PiS: Odwołać minister Kudrycką

Rzekomy powód ataku PO na Instytut Pamięci Narodowej, czyli książka Pawła Zyzaka, skłonił minister nauki i szkolnictwa wyższego Barbarę Kudrycką do zadecydowania o kontroli akredytacyjnej "w trybie nadzwyczajnym w związku z nieprawidłowościami metodologicznymi w procedurze przygotowania, zrecenzowania i obrony pracy magisterskiej Pawła Zyzaka na Wydziale Historii Uniwersytetu Jagiellońskiego". - To niebywale skandaliczne. Decyzja ta stanowi zagrożenie dla wolności nauki - ocenił prezes PiS Jarosław Kaczyński. - To mi przypomina czasy PRL, wtedy zbierał się nieomylny Komitet Centralny PZPR, który dokonywał osądu organizacji, tak samo dziś zachowuje się PO. Ale jestem pewny, że IPN się wybroni, a nawet wyjdzie z tej sytuacji wzmocniony. Tak jak UJ, który został zaatakowany przez minister nauki Barbarę Kudrycką, która chyba zbyt była uległa poleceniom, bo nie wierzę, że sama wymyśliła tę kontrolę - powiedział nam z kolei wicemarszałek Putra. PiS domaga się odwołania Kudryckiej. - Ministrem nie może być osoba, która nie rozumie wolności nauki, nie rozumie tego pojęcia, i która nie zna Konstytucji. Po prostu to jest zbyt niski poziom jak na to stanowisko. Oczekujemy odwołania pani Kudryckiej, po tego rodzaju niebywałym w państwie demokratycznym wyczynie - powiedział prezes PiS Jarosław Kaczyński. W sobotę Kudrycka, chyba po głębszym zastanowieniu, zdecydowała się wycofać ze swoich planów kontrolnych na UJ, a premier Tusk starał się złagodzić wydźwięk tej sytuacji, mówiąc, że polski rząd nie będzie nadzorował prac magisterskich.

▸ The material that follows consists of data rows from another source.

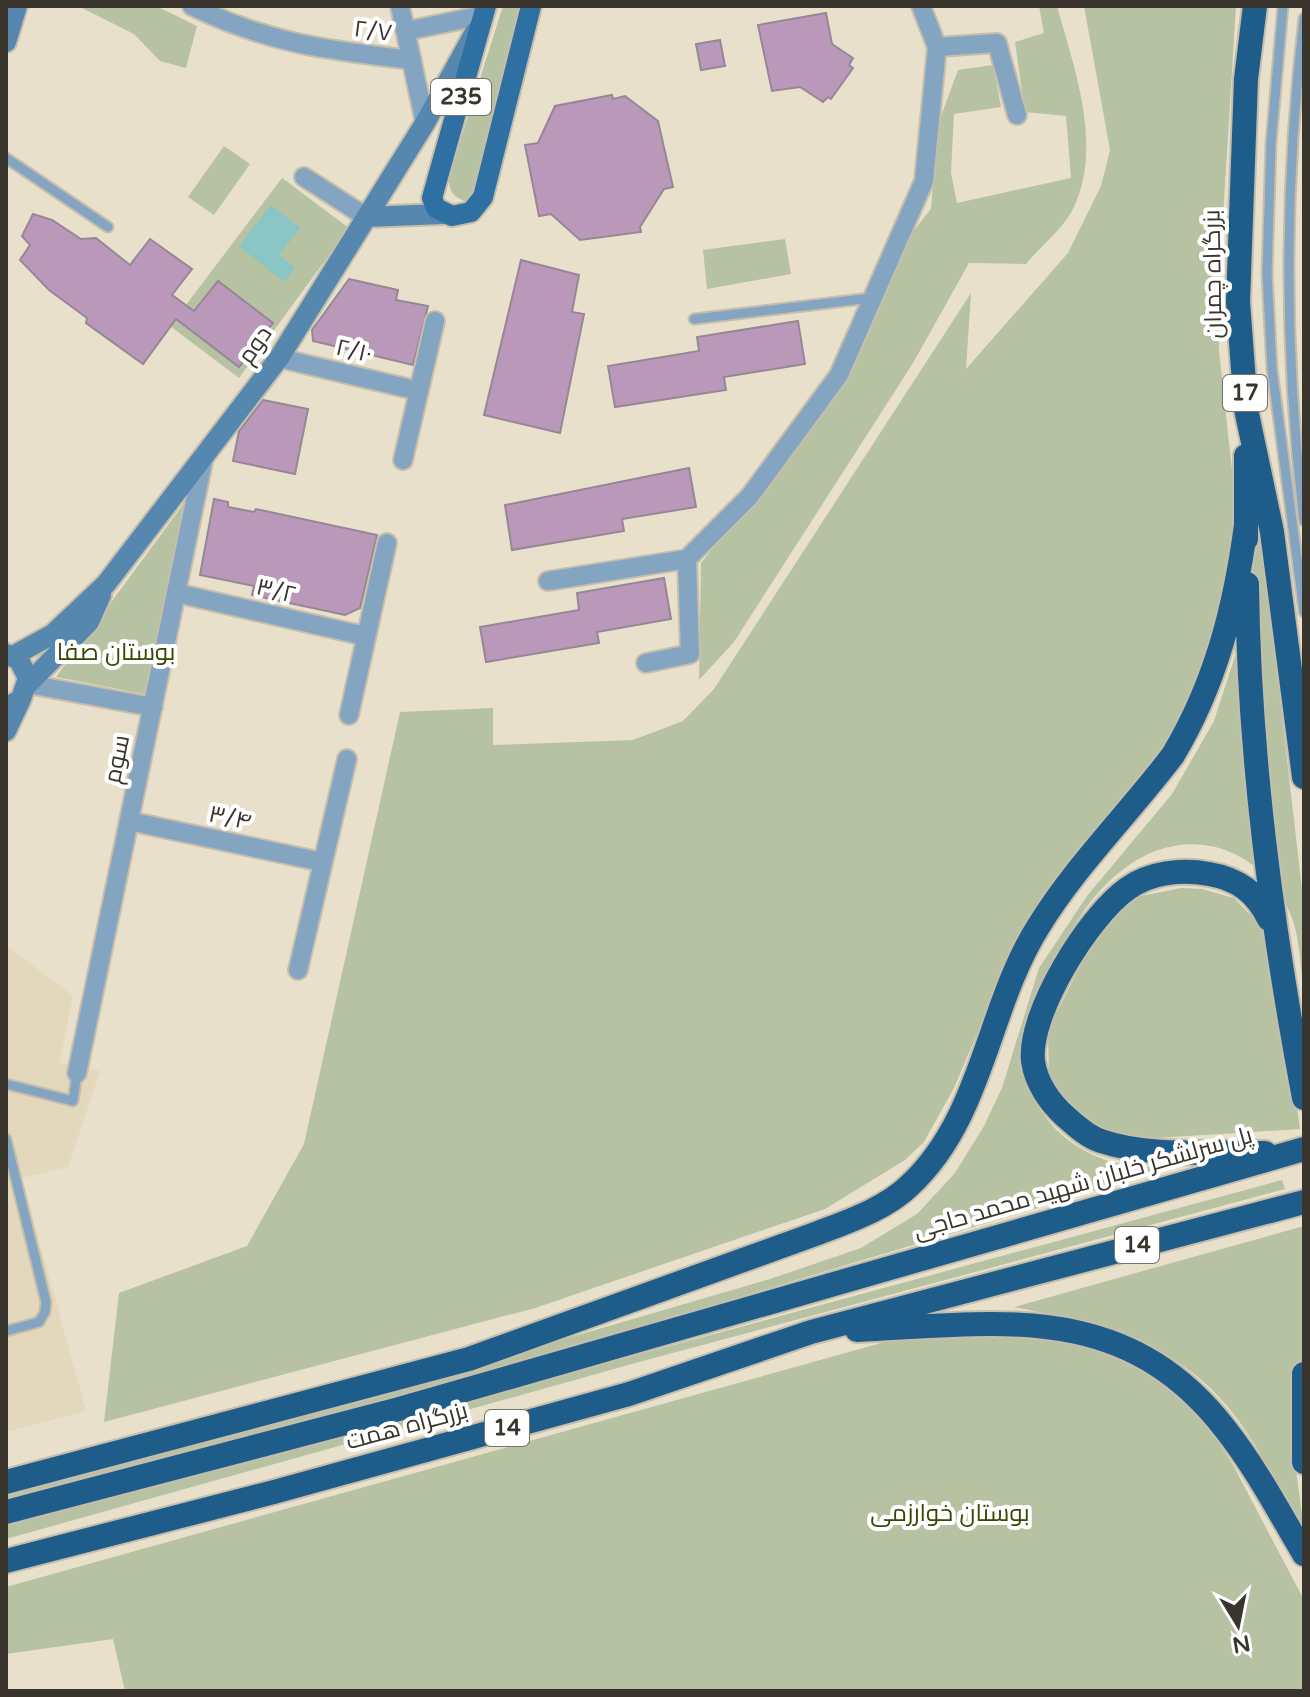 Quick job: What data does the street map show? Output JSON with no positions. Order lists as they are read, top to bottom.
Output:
{
  "streets": {
    "highway": [
      "بزرگراه چمران",
      "17",
      "پل سرلشکر خلبان شهید محمد حاجی",
      "14",
      "بزرگراه همت"
    ],
    "main road": ["235", "دوم"],
    "street": [
      "۲/۷",
      "۲/۱۰",
      "۳/۲",
      "سوم",
      "۳/۴"
    ]
  },
  "crossings": [
    ["235", "دوم"],
    ["دوم", "۲/۱۰"],
    ["دوم", "سوم"],
    ["۳/۲", "سوم"],
    ["سوم", "۳/۴"],
    ["پل سرلشکر خلبان شهید محمد حاجی", "بزرگراه همت"]
  ],
  "parks": ["بوستان صفا", "بوستان خوارزمی"],
  "north": "bottom"
}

Suchej nitki na politykach atakujących IPN nie pozostawiają nauczyciele zrzeszeni w oświatowym związku zawodowym "Solidarność". - Hańbą koalicji PO - PSL, wspomaganej czynnie głosami Lewicy, jest podejmowanie działań zmierzających do likwidacji Instytutu Pamięci Narodowej. Odbieramy te działania jako kolejny i zaplanowany atak na odkrywanie prawdy o najnowszej historii Polski. Odczytujemy to jako próbę jej zakłamywania. Wielkie zdziwienie budzi fakt pomijania przez obecną koalicję rządzącą osiągnięć Instytutu Pamięci Narodowej w prawnym i moralnym rozliczaniu zbrodni z okresu PRL, a koncentrowanie się rządzących wyłącznie na obronie byłych prezydentów RP oraz innych prominentnych polityków. Hańbą jest czynny udział w tych atakach premiera rządu, marszałka Sejmu, ministra szkolnictwa wyższego i nauki oraz mediów komunistyczno-liberalnych - podkreśla Stefan Kubowicz, przewodniczący Prezydium Sekcji Krajowej Oświaty i Wychowania NSZZ "Solidarność".